--- Assignment ---
Which lines of the records contain the word "place"? Show each of them.

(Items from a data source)
=== Begin Enclosure ===
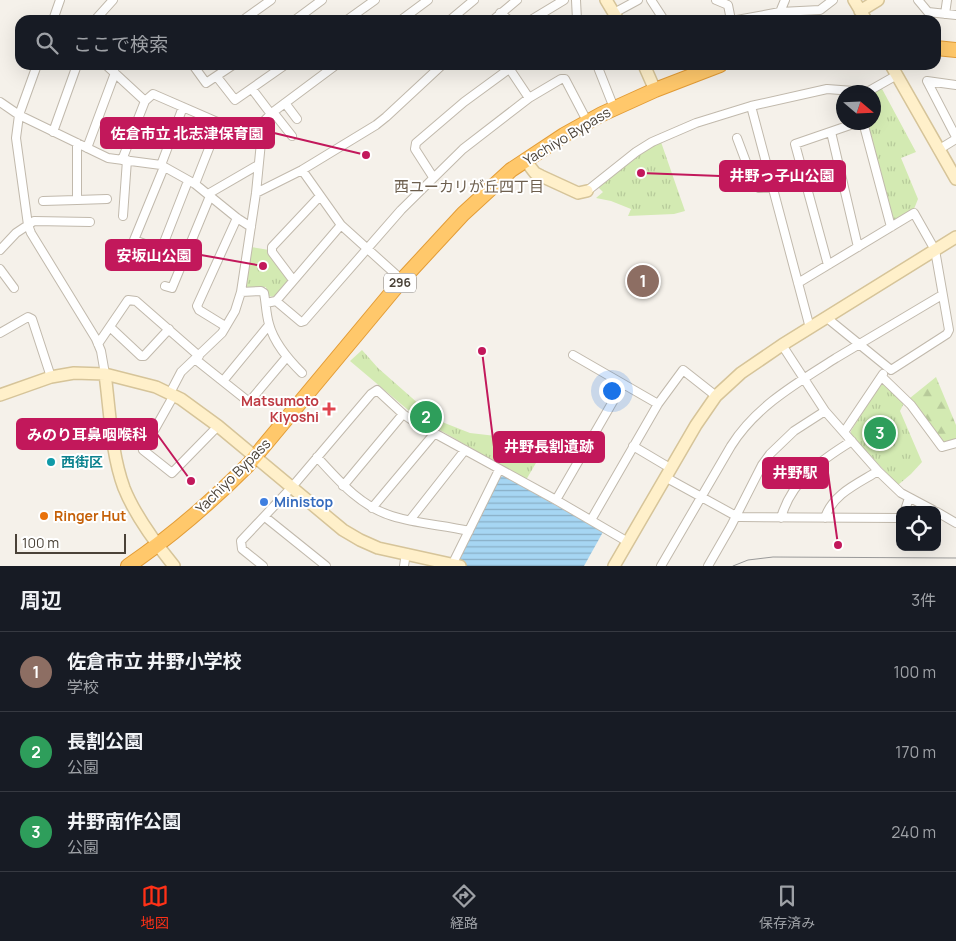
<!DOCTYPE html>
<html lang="ja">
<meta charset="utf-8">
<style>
body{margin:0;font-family:Manrope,"Noto Sans JP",sans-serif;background:#20242c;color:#f1f3f6}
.controls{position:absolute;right:15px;bottom:15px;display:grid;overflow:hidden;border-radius:10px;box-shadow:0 5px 20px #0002}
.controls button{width:45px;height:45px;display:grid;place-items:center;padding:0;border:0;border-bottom:1px solid #363941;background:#171b24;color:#f1f3f6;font:25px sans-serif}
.compass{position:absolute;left:836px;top:85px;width:45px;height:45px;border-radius:50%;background:#171b24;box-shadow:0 5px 20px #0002;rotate:109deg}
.scale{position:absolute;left:15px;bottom:12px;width:111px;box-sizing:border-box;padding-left:5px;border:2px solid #4a4238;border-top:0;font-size:14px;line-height:18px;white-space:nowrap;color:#4a4238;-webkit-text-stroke:4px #fff;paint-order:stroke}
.you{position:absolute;left:611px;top:390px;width:18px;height:18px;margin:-12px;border:4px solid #fff;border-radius:50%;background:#1a73e8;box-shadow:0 0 0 8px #1a73e833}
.badge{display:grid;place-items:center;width:32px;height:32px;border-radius:50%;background:#ff3117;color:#fff;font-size:16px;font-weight:700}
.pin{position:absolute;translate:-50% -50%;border:2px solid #fff;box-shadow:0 1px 5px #0006}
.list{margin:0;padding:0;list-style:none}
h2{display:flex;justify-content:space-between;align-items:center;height:65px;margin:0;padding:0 20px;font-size:21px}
h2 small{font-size:16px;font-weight:400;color:#9ea1a6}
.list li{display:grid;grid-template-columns:32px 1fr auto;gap:15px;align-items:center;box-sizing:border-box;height:80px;padding:0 20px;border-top:1px solid #363941}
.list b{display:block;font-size:19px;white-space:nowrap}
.list p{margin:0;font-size:16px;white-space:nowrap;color:#9ea1a6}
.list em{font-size:16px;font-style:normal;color:#9ea1a6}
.icon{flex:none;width:28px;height:28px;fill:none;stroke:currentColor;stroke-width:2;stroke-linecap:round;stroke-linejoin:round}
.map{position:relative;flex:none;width:956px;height:566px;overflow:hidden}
.search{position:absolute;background:#171b24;box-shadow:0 5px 20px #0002;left:15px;right:15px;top:15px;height:55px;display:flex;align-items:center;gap:12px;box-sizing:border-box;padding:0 18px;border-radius:15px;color:#9ea1a6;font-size:19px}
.sheet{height:305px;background:#171b24}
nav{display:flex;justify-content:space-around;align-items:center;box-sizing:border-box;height:70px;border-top:1px solid #363941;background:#171b24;font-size:14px;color:#9ea1a6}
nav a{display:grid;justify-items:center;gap:2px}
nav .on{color:#ff3117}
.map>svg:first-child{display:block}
.forest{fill:url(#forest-firs)}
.park{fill:url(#park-tufts)}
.water{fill:url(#water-rules)}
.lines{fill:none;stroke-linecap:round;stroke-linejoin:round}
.street-casing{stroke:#c1b9ac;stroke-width:10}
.secondary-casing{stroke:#d6c499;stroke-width:14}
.highway-casing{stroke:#e29c37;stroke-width:16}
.street{stroke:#fff;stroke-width:8}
.secondary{stroke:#fff0ca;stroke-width:11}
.highway{stroke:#ffc86b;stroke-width:14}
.tram{stroke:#999;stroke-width:1}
.health-dot{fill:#e0444e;stroke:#fff;stroke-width:2}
.culture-dot{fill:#0f9aa8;stroke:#fff;stroke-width:2}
.shop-dot{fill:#3f7fe0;stroke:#fff;stroke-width:2}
.food-dot{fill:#e8710a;stroke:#fff;stroke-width:2}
.labels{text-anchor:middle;stroke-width:4;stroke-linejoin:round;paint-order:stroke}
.shield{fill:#fff;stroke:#807b74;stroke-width:1}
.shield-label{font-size:12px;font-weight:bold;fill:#4a4238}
.street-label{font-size:14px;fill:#4a4238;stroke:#fff}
.health-label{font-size:14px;font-weight:bold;fill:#be3a42;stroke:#fff;text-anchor:end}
.culture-label{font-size:14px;font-weight:bold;fill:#0d838f;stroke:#fff;text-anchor:start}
.shop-label{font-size:14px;font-weight:bold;fill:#366cbe;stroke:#fff;text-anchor:start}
.food-label{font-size:14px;font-weight:bold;fill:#c56008;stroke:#fff;text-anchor:start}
.neighbourhood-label{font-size:15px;fill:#6d5f4e;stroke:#fff}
.leader{fill:none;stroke:#c2185b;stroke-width:2}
.callout-dot{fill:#c2185b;stroke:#fff;stroke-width:2}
.callout{fill:#c2185b;stroke:#c2185b;stroke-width:2}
.callout-label{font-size:15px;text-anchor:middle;font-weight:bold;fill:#fff}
</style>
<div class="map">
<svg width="956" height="566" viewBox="0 0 956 566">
<defs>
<pattern id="forest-firs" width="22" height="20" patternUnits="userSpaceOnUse" patternTransform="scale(1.25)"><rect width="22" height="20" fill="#d3eab2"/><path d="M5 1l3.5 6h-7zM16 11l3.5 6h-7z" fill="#b7ca9a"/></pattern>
<pattern id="park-tufts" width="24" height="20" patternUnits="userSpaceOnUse" patternTransform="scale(1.25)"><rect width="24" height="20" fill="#d3eab2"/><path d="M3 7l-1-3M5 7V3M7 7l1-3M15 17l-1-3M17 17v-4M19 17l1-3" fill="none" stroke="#b7ca9a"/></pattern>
<pattern id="water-rules" width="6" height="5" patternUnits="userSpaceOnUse" patternTransform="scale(1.25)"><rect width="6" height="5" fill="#a6d6f3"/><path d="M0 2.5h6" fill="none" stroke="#89afc6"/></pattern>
</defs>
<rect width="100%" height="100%" fill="#f5f1ea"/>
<!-- forest -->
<path class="forest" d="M936,377L956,425V440L942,443L910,398Z"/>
<!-- park -->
<path class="park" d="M881,87L916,152L901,158L918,199L914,209L895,220L891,219L867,123L874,122V92Z
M661,142L685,211L674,214L628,216L631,209L611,201L596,198L603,192L597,186L637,155Z
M251,247L269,250L268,252L289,280L275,297L267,296L266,287L246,289L244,288Z
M362,350L378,368L437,420L470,433L496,436L510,444L543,451L526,480L414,415L350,361Z
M880,384L885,385L904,403L900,411L922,462L911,474L898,485L851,435V431Z"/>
<!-- water -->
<path class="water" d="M504,476L603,532L584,566H462L457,562L499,477Z"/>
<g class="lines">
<defs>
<path id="street" d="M576,0L577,20
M651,0L664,20
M716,0L728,5L731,20
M918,0L928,12L956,15
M780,12L785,0
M500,13L509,20
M614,13L638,0
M945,14L947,0
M53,20L60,0
M95,20L113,0
M243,20L271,0
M295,20L322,0
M347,20L375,0
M401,20L428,0
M450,20L474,0
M493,20L517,0
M531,20L564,0
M737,20L780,12L820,10L833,0
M37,65L19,115L16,138L28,225L31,233L96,339L101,351L105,374
M106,65L145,101
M193,65L206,83L233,65
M507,65L529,98
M597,65L614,108
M217,77L235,100L285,65
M956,85L927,81L956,137
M252,89L271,114
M0,102L19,115L108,158L161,165L195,184L237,218L251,227
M285,103L297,119
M751,106L810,328
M273,112L292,136
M863,122L891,227
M53,132L77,65
M831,132L858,247
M737,138L755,186L759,188L773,187
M77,143V200L107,199
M87,148L115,73
M938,150L956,139
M122,160L145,101L153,94L261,141
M161,165L183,107
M164,167L134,240L161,250L188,181
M302,170L341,225L402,280
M433,177L415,149L416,143L464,102L509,69
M195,184L219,123
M587,191L636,152L652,142L696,123L751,106L827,89L867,92L897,75
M256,193L302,170L376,125L386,117L442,65
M208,194L258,165
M43,201L77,200
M123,216L127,160
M0,250L16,233L34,221L90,222
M156,262L161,250
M828,265L795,144L859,122
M0,269L14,288
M293,280L272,252V247L320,196
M798,283L914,213L935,250L949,330L947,334L891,370L827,318
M165,286L172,288L210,196
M241,292L261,291L264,293C266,303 266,314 269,324C274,343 288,359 302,373
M276,301L341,225
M266,303L276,301L301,322L304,321L401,210L463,149L529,98L561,79H565L587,121
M225,326L199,310L197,306L237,218
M110,327L141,356H144L169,329
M0,333L28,317L32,319L51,377
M98,344L128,300L136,301L199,356
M782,345L825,411L878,471L901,493L933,510
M573,355L658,404
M195,359L249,402L286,358
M882,377L911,405L942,447L956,443
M223,381L269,325
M170,393L181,372L222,333L235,311L241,292L256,193L263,122L273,112L336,65
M174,395L143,450L172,473L218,426
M844,432L883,374
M633,446L665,465
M317,457C339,481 360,506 392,516C417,524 444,525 469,531
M665,477L736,516L741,517L900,518
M343,486L403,414
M556,500L623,384
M372,508L434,434
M905,510L909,498
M937,512L956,523
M265,517L326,566
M781,518C791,481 821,460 852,441
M825,518C832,494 859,483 878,471
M410,520L465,450
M591,520L658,404L683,370L716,396
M453,563L499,470
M263,566L242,549L241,541L292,487L371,394L377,390L403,414L416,423L556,500L628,542
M404,566L406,553
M661,566L731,446C756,406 797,383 836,358C871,337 907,316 942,295
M708,566L731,526L762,465L770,454L794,431L825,411"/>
<path id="secondary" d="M606,0L618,20
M854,0L866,20
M860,11L878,0
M644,65L655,90
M891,65L956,179
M525,160L535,173L541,176L578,193L587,191
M105,374C110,411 111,453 124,488C134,513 157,545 174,566
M0,395L51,377L74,373L105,374L156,387L181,399L218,426L343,530L360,540L378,548L460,566
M614,566L696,425L716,396L728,385L741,373L782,345L956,237"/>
<path id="highway" d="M936,48L956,50
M128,566C172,536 211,502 248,465L402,280L463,214L511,170L564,135L602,114L655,90L720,65"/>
</defs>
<!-- street casing -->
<use href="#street" class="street-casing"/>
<!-- secondary casing -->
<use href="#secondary" class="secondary-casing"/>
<!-- highway casing -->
<use href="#highway" class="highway-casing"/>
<!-- street -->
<use href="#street" class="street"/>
<!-- secondary -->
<use href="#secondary" class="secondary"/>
<!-- highway -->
<use href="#highway" class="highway"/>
<!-- tram -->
<path class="tram" d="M733,566L748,560L773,557L956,558"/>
</g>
<!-- markers -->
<path class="health-dot" d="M326.5 401.5h5v5h5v5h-5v5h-5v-5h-5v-5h5z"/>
<circle class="culture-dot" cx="51" cy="462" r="5"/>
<circle class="shop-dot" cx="264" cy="502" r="5"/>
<circle class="food-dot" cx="44" cy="516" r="5"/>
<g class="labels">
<!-- shield labels -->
<rect class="shield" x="384" y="273.5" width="32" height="19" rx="4"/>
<g class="shield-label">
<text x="400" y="287">296</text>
</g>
<!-- street labels -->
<g class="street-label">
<text transform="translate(567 136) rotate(-31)" y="5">Yachiyo Bypass</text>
<text transform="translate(233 476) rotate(-45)" y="5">Yachiyo Bypass</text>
</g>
<!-- health labels -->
<g class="health-label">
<text x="319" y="406">Matsumoto<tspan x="319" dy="16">Kiyoshi</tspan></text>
</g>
<!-- culture labels -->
<g class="culture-label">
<text x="61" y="467">西街区</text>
</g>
<!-- shop labels -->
<g class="shop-label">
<text x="274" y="507">Ministop</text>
</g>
<!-- food labels -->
<g class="food-label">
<text x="54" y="521">Ringer Hut</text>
</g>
<!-- neighbourhood labels -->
<g class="neighbourhood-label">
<text x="469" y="192">西ユーカリが丘四丁目</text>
</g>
</g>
<!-- callouts -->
<path class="leader" d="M366 155L274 133M641 173L720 176M263 266L201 255M191 481L157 434M482 351L494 447M838 545L828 473"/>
<g class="callout-dot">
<circle cx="366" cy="155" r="5"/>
<circle cx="641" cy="173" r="5"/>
<circle cx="263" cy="266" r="5"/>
<circle cx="191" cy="481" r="5"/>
<circle cx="482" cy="351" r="5"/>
<circle cx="838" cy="545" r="5"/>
</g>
<g class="callout">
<rect x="101" y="118" width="173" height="30" rx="5"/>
<rect x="720" y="161" width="125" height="30" rx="5"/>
<rect x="106" y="240" width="95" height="30" rx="5"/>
<rect x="17" y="419" width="140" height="30" rx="5"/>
<rect x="494" y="432" width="110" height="30" rx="5"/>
<rect x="763" y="458" width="65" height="30" rx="5"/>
</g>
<g class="callout-label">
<text x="187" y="139">佐倉市立 北志津保育園</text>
<text x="782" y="181">井野っ子山公園</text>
<text x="154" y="261">安坂山公園</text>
<text x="87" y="440">みのり耳鼻咽喉科</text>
<text x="549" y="452">井野長割遺跡</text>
<text x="795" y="478">井野駅</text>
</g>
</svg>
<div class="controls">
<button><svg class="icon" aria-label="locate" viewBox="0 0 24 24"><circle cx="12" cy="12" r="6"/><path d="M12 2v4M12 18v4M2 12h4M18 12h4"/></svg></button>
</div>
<svg class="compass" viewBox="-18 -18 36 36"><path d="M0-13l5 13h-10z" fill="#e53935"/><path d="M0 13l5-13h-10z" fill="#9ea1a6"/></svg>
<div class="scale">100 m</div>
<div class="you"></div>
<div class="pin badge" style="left:643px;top:281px;background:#8d6e63">1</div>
<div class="pin badge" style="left:426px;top:417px;background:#2e9e5b">2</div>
<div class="pin badge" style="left:880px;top:433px;background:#2e9e5b">3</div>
<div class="search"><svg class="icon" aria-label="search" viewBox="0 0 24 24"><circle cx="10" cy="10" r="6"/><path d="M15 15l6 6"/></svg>ここで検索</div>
</div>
<section class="sheet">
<h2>周辺<small>3件</small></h2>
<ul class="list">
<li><span class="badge" style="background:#8d6e63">1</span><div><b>佐倉市立 井野小学校</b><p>学校</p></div><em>100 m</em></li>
<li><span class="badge" style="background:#2e9e5b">2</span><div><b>長割公園</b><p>公園</p></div><em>170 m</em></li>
<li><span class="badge" style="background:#2e9e5b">3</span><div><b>井野南作公園</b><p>公園</p></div><em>240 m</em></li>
</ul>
</section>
<nav>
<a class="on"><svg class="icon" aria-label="map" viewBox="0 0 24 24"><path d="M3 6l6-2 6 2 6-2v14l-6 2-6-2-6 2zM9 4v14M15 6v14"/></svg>地図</a>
<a><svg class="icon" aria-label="directions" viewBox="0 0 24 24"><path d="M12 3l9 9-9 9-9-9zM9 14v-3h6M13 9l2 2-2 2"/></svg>経路</a>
<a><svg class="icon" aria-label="saved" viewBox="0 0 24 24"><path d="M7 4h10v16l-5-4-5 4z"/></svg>保存済み</a>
</nav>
=== End Enclosure ===
--- Reply ---
.controls button{width:45px;height:45px;display:grid;place-items:center;padding:0;border:0;border-bottom:1px solid #363941;background:#171b24;color:#f1f3f6;font:25px sans-serif}
.badge{display:grid;place-items:center;width:32px;height:32px;border-radius:50%;background:#ff3117;color:#fff;font-size:16px;font-weight:700}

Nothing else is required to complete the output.